Saturday, February 8, 2014

SPREAD THE NEWS! MARGARINE IS FINALLY BEING REJECTED







By Ethan A. Huff (Natural News)
Good old-fashioned butter has once again become the spreadable fat of choice for most Americans, who new research says are increasingly opposed to synthetic fat spreads like margarine that have long been hailed as healthy alternatives to animal-based saturated fats. The American Butter Institute recently found that per capita butter consumption is at a 40-year high, the direct result of the longstanding margarine health hoax finally collapsing.

According to the data, butter sales are up a whopping 65 percent since 2000, topping $2 billion annually in the U.S. The average person is also eating a lot more butter these days, with per capita consumption hovering around 5.6 pounds annually. On the flip side, the overall number of margarine consumers has dropped significantly in recent years, despite the fact that U.S. health authorities continue to demonize saturated fats in favor of margarine and vegetable oils.

"As the locus of health and nutrition concerns have shifted away from fat content and toward worry over processed foods, margarine sales have tanked," writes Roberto Ferdman for Quartz, noting that margarine sales are currently at a 70-year low. "Since 2000, sales are down by more than 30%. Meanwhile, butter consumption in the U.S. hit a 40 year high in 2012."

"Margarine has become a marker for cheap, processed, artificial, unhealthy food" 


But the heavy processing required to manufacture margarine is hardly the only major issue people are having with the butter substitute. Nutrition professor Marion Nestle from New York University recently told Bloomberg reporter Matthew Boyle that people are done with margarine. Many now realize that, unlike natural butter, margarine is nothing more than a man-made, synthetic fat substitute with little or no nutritional value.

"Margarine has become a marker for cheap, processed, artificial, unhealthy food," she is quoted as saying, noting that the opposite is true for how butter is viewed.

There is also a major shift taking place with regard to the way that people view saturated fats. Surviving decades of propaganda that decried them as unhealthy, saturated fats are undergoing a resurgence as people discover that they have been lied to about the "dangers" of saturated fats.

There's No Such Thing As "Healthy" Margarine

"ALL margarine [is] made of bad fats - PUFAs [polyunsaturated fatty acids]," writes one commenter over at MarketWatch about the issue. "[T]hey oxidize rapidly, are unnatural and are all trans-fat as a by-product of their manufacture.
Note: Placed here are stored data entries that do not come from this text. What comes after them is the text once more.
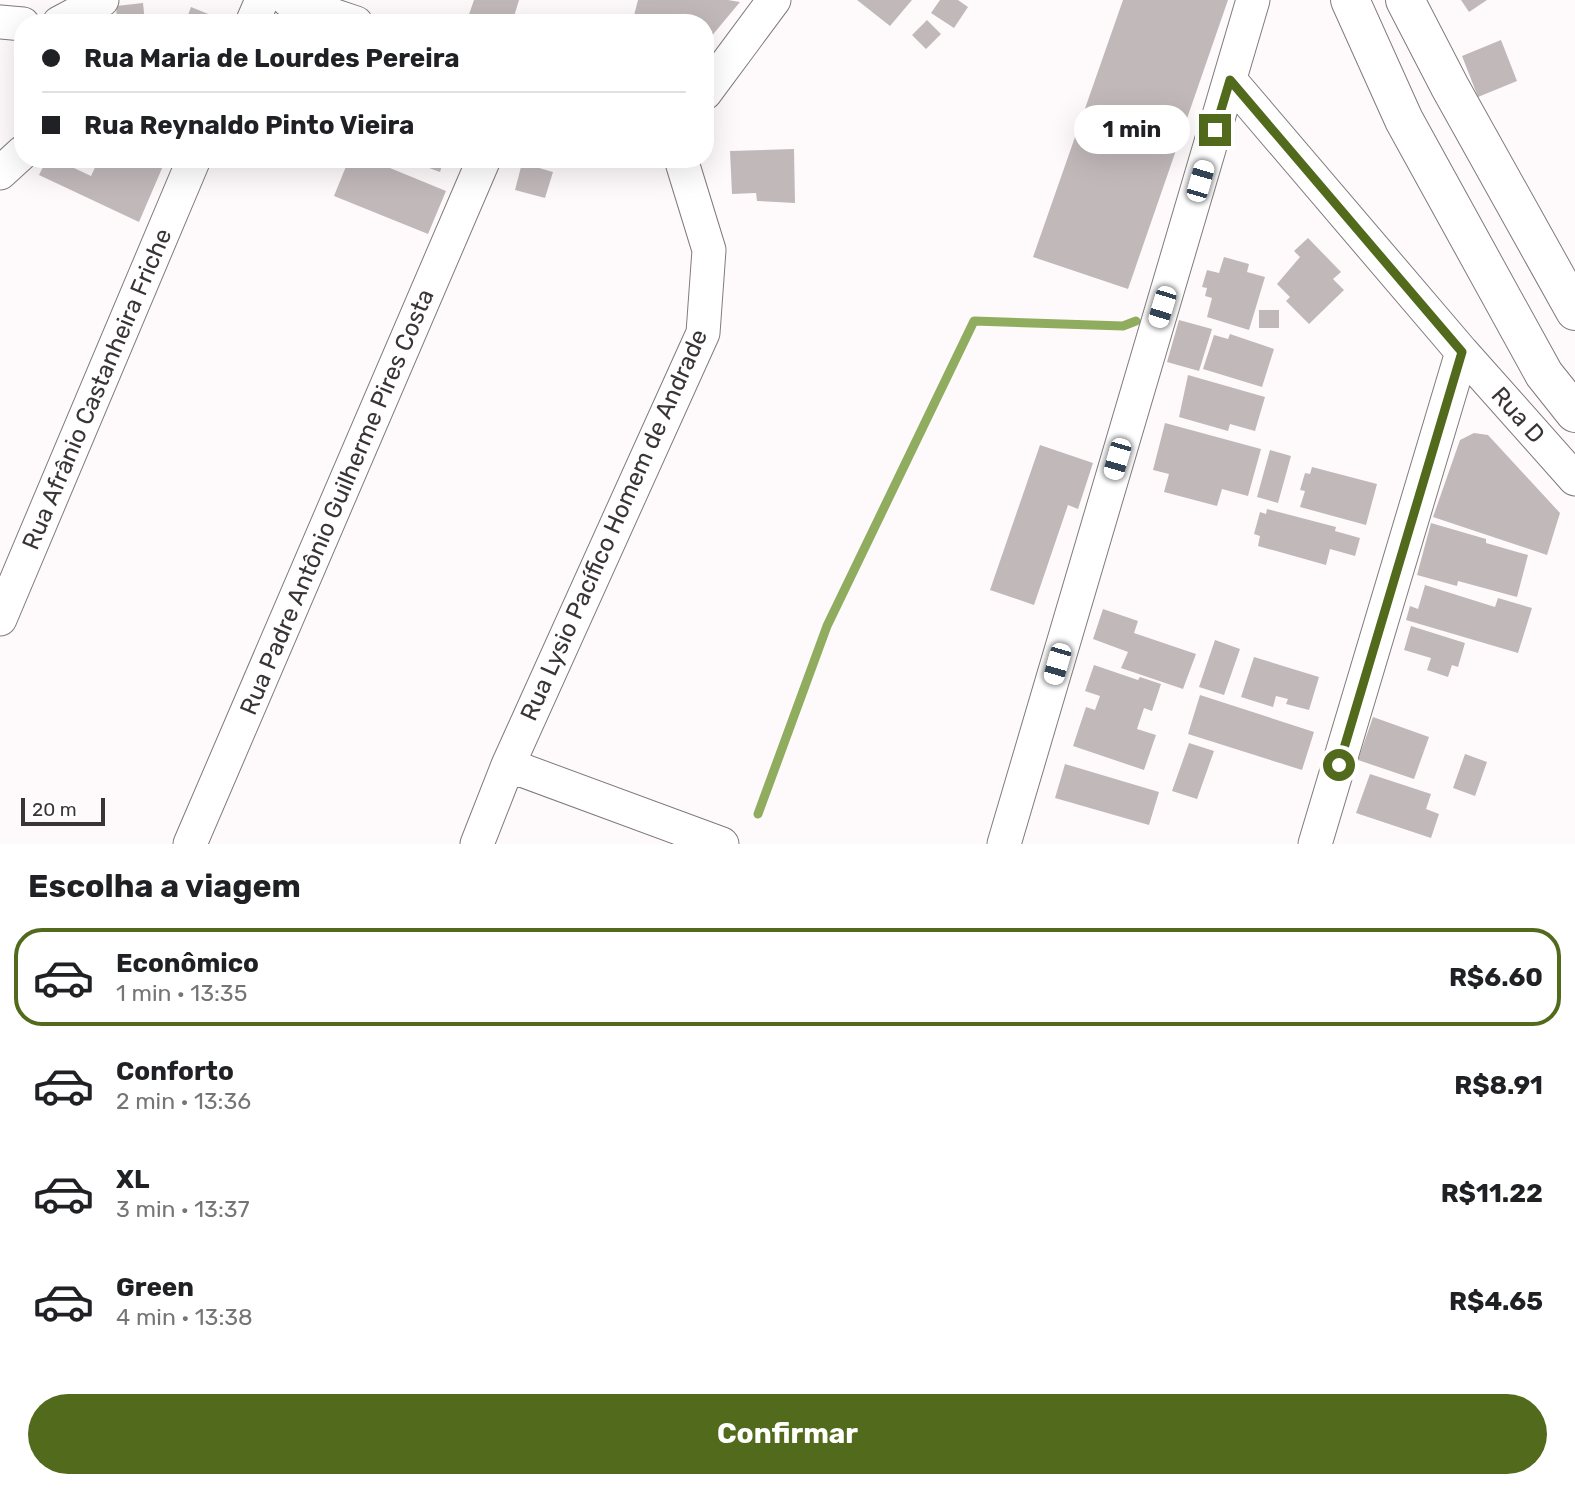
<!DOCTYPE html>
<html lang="pt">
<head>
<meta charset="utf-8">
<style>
  :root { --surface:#fff; --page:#f2f2f2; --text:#202124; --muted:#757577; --line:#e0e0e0; --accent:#526a1b }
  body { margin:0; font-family:Rubik,sans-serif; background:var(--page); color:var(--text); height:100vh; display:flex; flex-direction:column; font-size:26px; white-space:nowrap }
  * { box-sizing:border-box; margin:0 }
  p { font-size:23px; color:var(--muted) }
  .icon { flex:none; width:38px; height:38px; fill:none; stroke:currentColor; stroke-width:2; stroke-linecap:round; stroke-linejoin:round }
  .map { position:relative; height:844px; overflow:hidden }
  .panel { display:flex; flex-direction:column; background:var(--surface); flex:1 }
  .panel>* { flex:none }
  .hud { position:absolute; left:14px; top:14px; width:700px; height:154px; border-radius:28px; box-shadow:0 7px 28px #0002; display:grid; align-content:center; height:154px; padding:0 28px; background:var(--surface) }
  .scale { position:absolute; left:21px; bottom:18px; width:84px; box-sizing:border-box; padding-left:7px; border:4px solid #393536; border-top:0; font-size:19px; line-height:24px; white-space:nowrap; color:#393536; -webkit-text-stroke:5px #fff; paint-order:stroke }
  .end { position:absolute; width:32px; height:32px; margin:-16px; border:9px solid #526a1b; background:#fff; box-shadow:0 0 0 4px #fff }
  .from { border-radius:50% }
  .bubble { position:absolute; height:49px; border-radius:24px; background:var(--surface); box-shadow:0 7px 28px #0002; font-size:23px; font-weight:700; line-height:49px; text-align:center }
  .car { position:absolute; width:21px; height:42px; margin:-21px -10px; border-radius:9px; box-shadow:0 0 5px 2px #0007; background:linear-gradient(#fff 24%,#345 0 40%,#fff 0 76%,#345 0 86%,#fff 0) }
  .hud b { display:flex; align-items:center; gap:24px; height:66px; font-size:26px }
  .hud b+b { border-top:2px solid var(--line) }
  .hud i { width:18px; height:18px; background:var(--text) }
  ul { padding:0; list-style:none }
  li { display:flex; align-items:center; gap:21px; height:98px; margin:0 14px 10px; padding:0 14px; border:4px solid transparent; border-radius:28px }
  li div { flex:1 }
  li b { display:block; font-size:26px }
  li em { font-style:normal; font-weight:700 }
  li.current { border-color:var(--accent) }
  li>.icon { width:63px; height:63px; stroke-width:1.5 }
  h2 { padding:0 28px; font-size:32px; line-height:84px }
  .action { display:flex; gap:14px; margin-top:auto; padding:14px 28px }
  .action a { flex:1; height:80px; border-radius:42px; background:var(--accent); color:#fff; font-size:28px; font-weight:700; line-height:80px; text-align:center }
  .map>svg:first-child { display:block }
</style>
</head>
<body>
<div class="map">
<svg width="1575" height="844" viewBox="0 0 1575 844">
  <rect width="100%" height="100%" fill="#fefafb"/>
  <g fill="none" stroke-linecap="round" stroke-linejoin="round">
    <!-- stream -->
    <path stroke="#90ac5f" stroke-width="9" d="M 758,814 L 827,626 L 974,321 L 1123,326 L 1136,321"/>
  </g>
  <!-- building -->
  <path fill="#c1b8ba" d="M 474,0 L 519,0 L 512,23 L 466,23 Z
    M 638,0 L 728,0 L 740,2 L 705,44 L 705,23 L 632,23 Z
    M 857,0 L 912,0 L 890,26 Z
    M 940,0 L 958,0 L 968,7 L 954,28 L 931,13 Z
    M 1123,0 L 1228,0 L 1128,289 L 1033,257 Z
    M 1461,0 L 1487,0 L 1469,12 Z
    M 143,3 L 145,23 L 117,23 L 116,6 Z
    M 191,7 L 223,20 L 222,23 L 185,23 Z
    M 521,14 L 548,22 L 548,23 L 519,23 Z
    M 927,20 L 941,34 L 926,49 L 912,35 Z
    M 1501,40 L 1517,81 L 1478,97 L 1462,56 Z
    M 794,149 L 795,203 L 757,201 L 756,193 L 732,194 L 730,151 Z
    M 47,159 L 55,159 L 91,176 L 99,159 L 166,159 L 139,222 L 39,175 Z
    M 349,159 L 368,159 L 446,191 L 428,234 L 334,196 Z
    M 423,159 L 444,159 L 440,172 L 421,165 Z
    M 522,163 L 553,172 L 545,198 L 515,190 Z
    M 1308,238 L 1341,272 L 1333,279 L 1344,290 L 1309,324 L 1286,301 L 1290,297 L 1277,284 L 1300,257 L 1294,251 Z
    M 1224,257 L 1249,264 L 1247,272 L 1265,277 L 1249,330 L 1207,317 L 1212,298 L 1205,296 L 1207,288 L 1202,287 L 1207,270 L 1219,273 Z
    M 1259,310 L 1279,310 L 1279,328 L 1259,328 Z
    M 1179,320 L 1212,329 L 1199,371 L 1167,362 Z
    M 1230,334 L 1274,349 L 1262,387 L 1203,369 L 1214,335 L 1228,339 Z
    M 1188,375 L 1265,397 L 1255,431 L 1230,424 L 1228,431 L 1179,417 Z
    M 1165,423 L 1261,449 L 1248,496 L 1222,489 L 1217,506 L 1164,492 L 1169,474 L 1153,470 Z
    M 1474,433 L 1488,435 L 1560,513 L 1547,555 L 1433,517 L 1460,440 Z
    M 1040,445 L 1093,463 L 1078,509 L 1068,505 L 1034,605 L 990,590 Z
    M 1270,450 L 1291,456 L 1278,503 L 1257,497 Z
    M 1312,467 L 1377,484 L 1366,525 L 1300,507 L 1305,491 L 1300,490 L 1305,473 L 1310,474 Z
    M 1267,509 L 1336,527 L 1335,531 L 1360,538 L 1355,556 L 1330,549 L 1326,565 L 1258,546 L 1260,536 L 1254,534 L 1260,512 L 1266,514 Z
    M 1431,523 L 1486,539 L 1486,543 L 1528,555 L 1517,597 L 1458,581 L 1457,586 L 1417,575 Z
    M 1425,585 L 1495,607 L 1498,598 L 1532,608 L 1518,653 L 1406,620 L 1410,606 L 1418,609 Z
    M 1103,609 L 1138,621 L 1134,633 L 1196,654 L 1183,689 L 1121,668 L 1128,652 L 1093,639 Z
    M 1411,626 L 1465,643 L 1458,667 L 1452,665 L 1448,677 L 1427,670 L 1431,658 L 1404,650 Z
    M 1215,640 L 1240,649 L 1224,695 L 1199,687 Z
    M 1254,657 L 1319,677 L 1309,710 L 1286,704 L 1288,699 L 1276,696 L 1273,707 L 1241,697 Z
    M 1094,665 L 1138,680 L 1140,677 L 1161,684 L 1152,711 L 1144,708 L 1137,729 L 1156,735 L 1144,770 L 1073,746 L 1086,707 L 1095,710 L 1100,696 L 1085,691 Z
    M 1200,695 L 1314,732 L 1302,770 L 1188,734 Z
    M 1373,717 L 1429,737 L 1414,779 L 1358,760 Z
    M 1189,743 L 1214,751 L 1197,799 L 1172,791 Z
    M 1465,754 L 1487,762 L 1475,796 L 1453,788 Z
    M 1065,764 L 1159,792 L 1149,825 L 1055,798 Z
    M 1370,774 L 1431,794 L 1426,809 L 1439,814 L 1431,838 L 1356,813 Z"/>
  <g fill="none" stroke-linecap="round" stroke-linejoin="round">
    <!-- street casing -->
    <g stroke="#827a7b" stroke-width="35">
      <path id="street" d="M 288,0 L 356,23
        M 0,22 L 23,24
        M 59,23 L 102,0
        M 252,23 L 262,0
        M 1230,80 L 1462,352 L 1315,844
        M 705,93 L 774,0
        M 0,173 L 23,152
        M 1462,352 L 1575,479
        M 0,619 L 194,159
        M 508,765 L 722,844
        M 190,844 L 484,159
        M 477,844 L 508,765 L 703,333 L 709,250 L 681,159
        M 1004,844 L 1253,0"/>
    </g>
    <!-- secondary casing -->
    <g stroke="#827a7b" stroke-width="40">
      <path id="secondary" d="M 1350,0 L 1404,120 L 1544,374 L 1575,413
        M 1405,0 L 1450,87 L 1575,311"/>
    </g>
    <!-- street -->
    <use href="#street" stroke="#fff" stroke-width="33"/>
    <!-- secondary -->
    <use href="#secondary" stroke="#fff" stroke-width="38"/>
  </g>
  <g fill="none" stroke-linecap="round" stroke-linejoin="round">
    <!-- route -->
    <path stroke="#526a1b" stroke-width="9" d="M 1215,130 L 1230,80 L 1462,352 L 1339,765"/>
  </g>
  <g text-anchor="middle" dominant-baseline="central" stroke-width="6" stroke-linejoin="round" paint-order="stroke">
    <!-- street labels -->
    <g font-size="24" fill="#393536" stroke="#fff">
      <text transform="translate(97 389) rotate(-67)">Rua Afrânio Castanheira Friche</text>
      <text transform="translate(1518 415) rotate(48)">Rua D</text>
      <text transform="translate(337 502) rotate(-67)">Rua Padre Antônio Guilherme Pires Costa</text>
      <text transform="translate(614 525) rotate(-66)">Rua Lysio Pacífico Homem de Andrade</text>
    </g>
  </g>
</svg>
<div class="scale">20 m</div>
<i class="end from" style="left:1339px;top:765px"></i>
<i class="end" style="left:1215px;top:130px"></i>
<div class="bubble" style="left:1074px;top:105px;width:116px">1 min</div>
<i class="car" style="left:1200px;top:181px;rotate:16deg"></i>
<i class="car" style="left:1162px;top:307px;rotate:197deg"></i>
<i class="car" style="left:1117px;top:459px;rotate:196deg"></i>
<i class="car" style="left:1057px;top:664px;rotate:196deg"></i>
<div class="hud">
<b><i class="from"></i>Rua Maria de Lourdes Pereira</b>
<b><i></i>Rua Reynaldo Pinto Vieira</b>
</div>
</div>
<section class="panel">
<h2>Escolha a viagem</h2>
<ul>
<li class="current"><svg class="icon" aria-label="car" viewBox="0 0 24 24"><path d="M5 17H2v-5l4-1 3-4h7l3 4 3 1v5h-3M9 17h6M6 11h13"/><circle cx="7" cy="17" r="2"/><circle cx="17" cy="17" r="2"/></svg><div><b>Econômico</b><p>1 min · 13:35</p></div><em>R$6.60</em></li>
<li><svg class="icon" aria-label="car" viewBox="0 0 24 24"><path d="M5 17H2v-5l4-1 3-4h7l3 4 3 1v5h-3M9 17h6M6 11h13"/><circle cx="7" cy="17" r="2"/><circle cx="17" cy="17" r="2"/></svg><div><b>Conforto</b><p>2 min · 13:36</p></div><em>R$8.91</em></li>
<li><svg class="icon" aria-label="car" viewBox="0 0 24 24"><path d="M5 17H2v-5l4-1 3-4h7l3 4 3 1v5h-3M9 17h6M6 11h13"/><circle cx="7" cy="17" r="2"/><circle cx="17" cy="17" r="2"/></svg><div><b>XL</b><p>3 min · 13:37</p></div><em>R$11.22</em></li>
<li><svg class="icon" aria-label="car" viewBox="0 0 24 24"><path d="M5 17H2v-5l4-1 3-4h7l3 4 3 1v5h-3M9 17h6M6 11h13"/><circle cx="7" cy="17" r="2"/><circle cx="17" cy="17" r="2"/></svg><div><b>Green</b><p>4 min · 13:38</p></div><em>R$4.65</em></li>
</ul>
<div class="action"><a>Confirmar</a></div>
</section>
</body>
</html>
They were NEVER healthy in any way. Natural fats are saturated and mono-saturated."
Even Unilever, the multinational consumer products giant that invested tens of millions of dollars and more than 20 years' worth of research into promoting margarine as better than butter, now admits that it made a huge mistake. Antoine Bernard de Saint-Affrique, head of Unilever's food division, told investors last month that his company would be shifting gears and ditching the product that it worked so hard to promote.
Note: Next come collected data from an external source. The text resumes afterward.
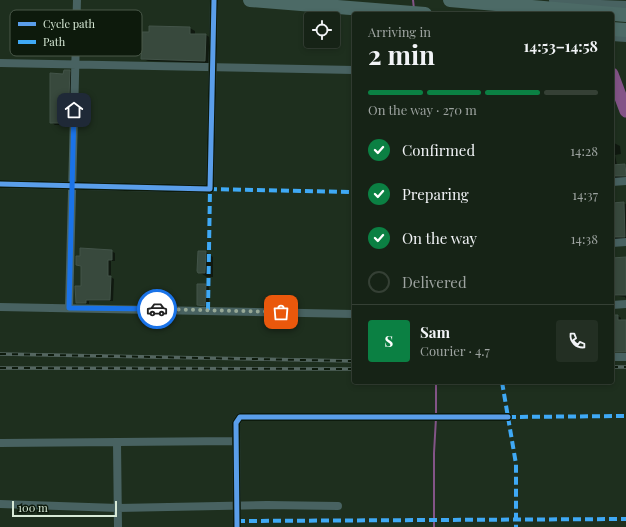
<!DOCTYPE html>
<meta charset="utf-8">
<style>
:root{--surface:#162316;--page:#232f23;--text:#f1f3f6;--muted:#9ea4a1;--line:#354035;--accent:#0b8043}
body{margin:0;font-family:"Playfair Display",serif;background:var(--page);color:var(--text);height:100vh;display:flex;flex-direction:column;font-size:15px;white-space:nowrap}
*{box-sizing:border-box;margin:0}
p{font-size:13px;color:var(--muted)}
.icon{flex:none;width:22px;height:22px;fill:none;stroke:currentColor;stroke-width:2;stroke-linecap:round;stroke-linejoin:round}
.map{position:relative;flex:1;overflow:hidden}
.details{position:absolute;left:352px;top:12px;width:262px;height:372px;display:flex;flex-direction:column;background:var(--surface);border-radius:4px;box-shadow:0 2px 6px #0003,0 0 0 1px var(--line)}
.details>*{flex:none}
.fabs{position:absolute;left:304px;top:12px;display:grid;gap:8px}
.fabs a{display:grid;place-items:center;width:36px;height:36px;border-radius:4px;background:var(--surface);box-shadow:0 2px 6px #0003,0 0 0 1px var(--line);font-size:20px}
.scale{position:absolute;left:12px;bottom:10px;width:105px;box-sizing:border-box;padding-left:4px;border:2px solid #d7e9d6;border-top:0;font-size:11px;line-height:14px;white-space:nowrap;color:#d7e9d6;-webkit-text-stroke:3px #0d1a0c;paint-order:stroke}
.pin{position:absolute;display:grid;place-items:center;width:34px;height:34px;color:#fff;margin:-17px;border-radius:8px;box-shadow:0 2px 6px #0006}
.courier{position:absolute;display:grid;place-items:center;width:40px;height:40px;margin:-20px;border:3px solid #1a73e8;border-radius:50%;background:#fff;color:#222;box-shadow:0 1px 5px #0007}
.overview em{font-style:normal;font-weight:700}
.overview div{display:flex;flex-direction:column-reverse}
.overview{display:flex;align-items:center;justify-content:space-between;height:68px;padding:0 16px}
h1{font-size:26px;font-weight:700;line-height:30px}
.bar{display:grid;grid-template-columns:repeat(4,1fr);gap:6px 4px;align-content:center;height:48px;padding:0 16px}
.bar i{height:5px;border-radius:3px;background:var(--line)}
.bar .selected{background:var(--accent)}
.bar p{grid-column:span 4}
.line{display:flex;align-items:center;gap:10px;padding:0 16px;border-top:1px solid var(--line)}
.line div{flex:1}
.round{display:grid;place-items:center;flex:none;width:42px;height:42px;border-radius:4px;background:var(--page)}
ol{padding:0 16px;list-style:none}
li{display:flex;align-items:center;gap:12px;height:44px}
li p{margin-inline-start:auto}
li .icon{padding:4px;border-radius:50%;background:var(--accent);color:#fff;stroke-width:4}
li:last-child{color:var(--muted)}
li i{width:22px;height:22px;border:2px solid var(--line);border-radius:50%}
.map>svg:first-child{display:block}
.shadow{fill:#0007}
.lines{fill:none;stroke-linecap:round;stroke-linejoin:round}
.stream{stroke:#835487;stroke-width:2}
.river{stroke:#835487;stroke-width:13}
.building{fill:#38493d;stroke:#435449}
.minor-tunnel{stroke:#3a4b3a;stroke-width:8;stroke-dasharray:8 4;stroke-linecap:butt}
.minor{stroke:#486261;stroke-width:8}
.trunk{stroke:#4c6a66;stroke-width:14}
.rail-casing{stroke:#546660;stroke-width:3.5}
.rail{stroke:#0d1a0c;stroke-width:2;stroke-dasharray:6;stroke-linecap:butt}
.quiet{stroke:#3fa9f5;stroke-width:4;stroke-dasharray:8 4;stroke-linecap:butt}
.cycleway-casing{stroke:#0d1a0c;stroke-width:8}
.cycleway{stroke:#5a9eea;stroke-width:5}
.done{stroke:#96a896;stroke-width:4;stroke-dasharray:0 7.2}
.route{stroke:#1a73e8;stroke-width:5}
.key{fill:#0d1a0c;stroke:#4a5849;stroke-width:1}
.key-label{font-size:11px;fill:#d7e9d6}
</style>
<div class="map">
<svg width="626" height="527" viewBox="0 0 626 527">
<rect width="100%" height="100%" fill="#1e2f1e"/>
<path class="shadow" d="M190 28 195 31V35H206L211 38 210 63 148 61 143 59 150 33Z
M69 71 73 73 72 125H55L51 122 64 75Z
M612 142 620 146 621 154 615 155 617 165 626 166V179L612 181Z
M612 201 626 204V240L612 241Z
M111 251 115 253V261H111V277L114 279 113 301H89V304L76 302V287H82V267L77 264Z
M206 252 213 257V277H207L199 272Z
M626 258V299L625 297 612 295V263Z
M206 285 209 287V307L198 305Z
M612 316H618L621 318V321H626V353L612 352Z"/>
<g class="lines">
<path class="stream" d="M413 0 414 9
M623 105 626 104
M436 382V414
M434 527V453L436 418"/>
<path class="river" d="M612 74 626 111"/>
</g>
<path class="building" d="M149 26 190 27V34H206L205 61 141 59 142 32H149Z
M64 70H70L68 123H50V73L63 74Z
M625 164 626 176H612V165Z
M624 202 625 237H614L612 203Z
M80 248 112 250V260H108V276H111L110 300H86V303H76L75 286H81V266L76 265V256H80Z
M198 251H206L205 273H198L197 271Z
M626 257V295H614V292H612V258Z
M197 284H206L205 306 197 305Z
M612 315H618V320H626V352H612Z"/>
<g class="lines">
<path class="minor-tunnel" d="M501 1 502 14"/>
<path class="minor" d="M553 0 575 3 626 5
M612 37 626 38
M0 63 354 70
M612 182 626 181
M0 184 210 189 214 0
M612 243 626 242
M612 305 626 304
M0 307 354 314
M69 308 77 0
M612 357H626
M0 443 236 441
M117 443 118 527
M0 504 118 508 267 505 338 506
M237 527 236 423 240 417H508"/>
<path class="trunk" d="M250 0 425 14
M450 0 626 15
M612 29 626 30"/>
<defs>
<path id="rail" d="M0 354 354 361
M612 367H626
M0 368 354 369"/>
</defs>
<use href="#rail" class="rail-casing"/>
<use href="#rail" class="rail"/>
<path class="quiet" d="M208 310 210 189 354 192
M502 382 516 464V527
M508 417 626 416
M237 521 626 519"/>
<defs>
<path id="cycleway" d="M0 184 210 189 214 0
M237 527 236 423 240 417H508"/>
</defs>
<use href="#cycleway" class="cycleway-casing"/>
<use href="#cycleway" class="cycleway"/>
</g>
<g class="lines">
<path class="done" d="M157 309 281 312"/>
<path class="route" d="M74 110 69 308 157 309"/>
</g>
<rect x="10" y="10" width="132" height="46" rx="6" class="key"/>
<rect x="18" y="22" width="18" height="4" fill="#5a9eea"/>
<rect x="18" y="40" width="18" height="4" fill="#3fa9f5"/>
<g class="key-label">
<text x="43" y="28">Cycle path</text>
<text x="43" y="46">Path</text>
</g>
</svg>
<div class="fabs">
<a><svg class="icon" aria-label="locate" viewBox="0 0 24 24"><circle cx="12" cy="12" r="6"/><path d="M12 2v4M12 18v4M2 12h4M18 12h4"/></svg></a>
</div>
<div class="scale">100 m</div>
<div class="pin" style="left:281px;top:312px;background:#ea580c"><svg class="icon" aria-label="bag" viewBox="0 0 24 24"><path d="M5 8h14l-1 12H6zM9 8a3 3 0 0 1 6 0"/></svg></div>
<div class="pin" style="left:74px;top:110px;background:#1f2937"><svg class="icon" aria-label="home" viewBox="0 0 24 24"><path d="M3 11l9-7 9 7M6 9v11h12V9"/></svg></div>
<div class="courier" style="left:157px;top:309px"><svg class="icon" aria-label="car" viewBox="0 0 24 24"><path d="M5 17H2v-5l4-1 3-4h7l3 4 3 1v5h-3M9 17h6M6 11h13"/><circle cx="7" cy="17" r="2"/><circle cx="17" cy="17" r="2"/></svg></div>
<section class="details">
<div class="overview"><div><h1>2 min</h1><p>Arriving in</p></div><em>14:53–14:58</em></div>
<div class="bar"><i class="selected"></i><i class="selected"></i><i class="selected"></i><i></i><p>On the way · 270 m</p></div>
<ol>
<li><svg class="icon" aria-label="check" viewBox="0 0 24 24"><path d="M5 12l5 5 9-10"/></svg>Confirmed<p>14:28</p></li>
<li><svg class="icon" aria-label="check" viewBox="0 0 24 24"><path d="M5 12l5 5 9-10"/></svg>Preparing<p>14:37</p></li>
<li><svg class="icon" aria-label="check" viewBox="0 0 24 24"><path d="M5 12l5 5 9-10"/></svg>On the way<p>14:38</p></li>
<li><i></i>Delivered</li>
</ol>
<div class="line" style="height:72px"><b class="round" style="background:var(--accent);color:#fff">S</b><div><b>Sam</b><p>Courier · 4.7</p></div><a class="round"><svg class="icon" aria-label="phone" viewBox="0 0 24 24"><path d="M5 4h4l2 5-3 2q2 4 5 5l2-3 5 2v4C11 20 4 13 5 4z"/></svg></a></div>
</section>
</div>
"For the last 20 years or so, we have been too obsessed, overly obsessed on the fact that butter was opposed to margarine," the company executive stated, noting that Unilever has already begun incorporating more real butter into its spread formulas. "I'm happy to say that this time is over and we have changed. And we have changed in a very significant way."
Meanwhile, a growing number of health professionals, including Aseem Malhotra from the U.K.-based Academy of Medical Royal Colleges Obesity Steering Group, are coming forward in support of saturated fats. Malhotra recently told the media that, contrary to popular myth, the saturated fat in butter has not been scientifically linked to causing heart disease and is actually a necessary part of a well-balanced diet.
When looking for which butter to buy, remember to look for grass-fed organic butter. It may cost a little more, but consider it an investment for your health.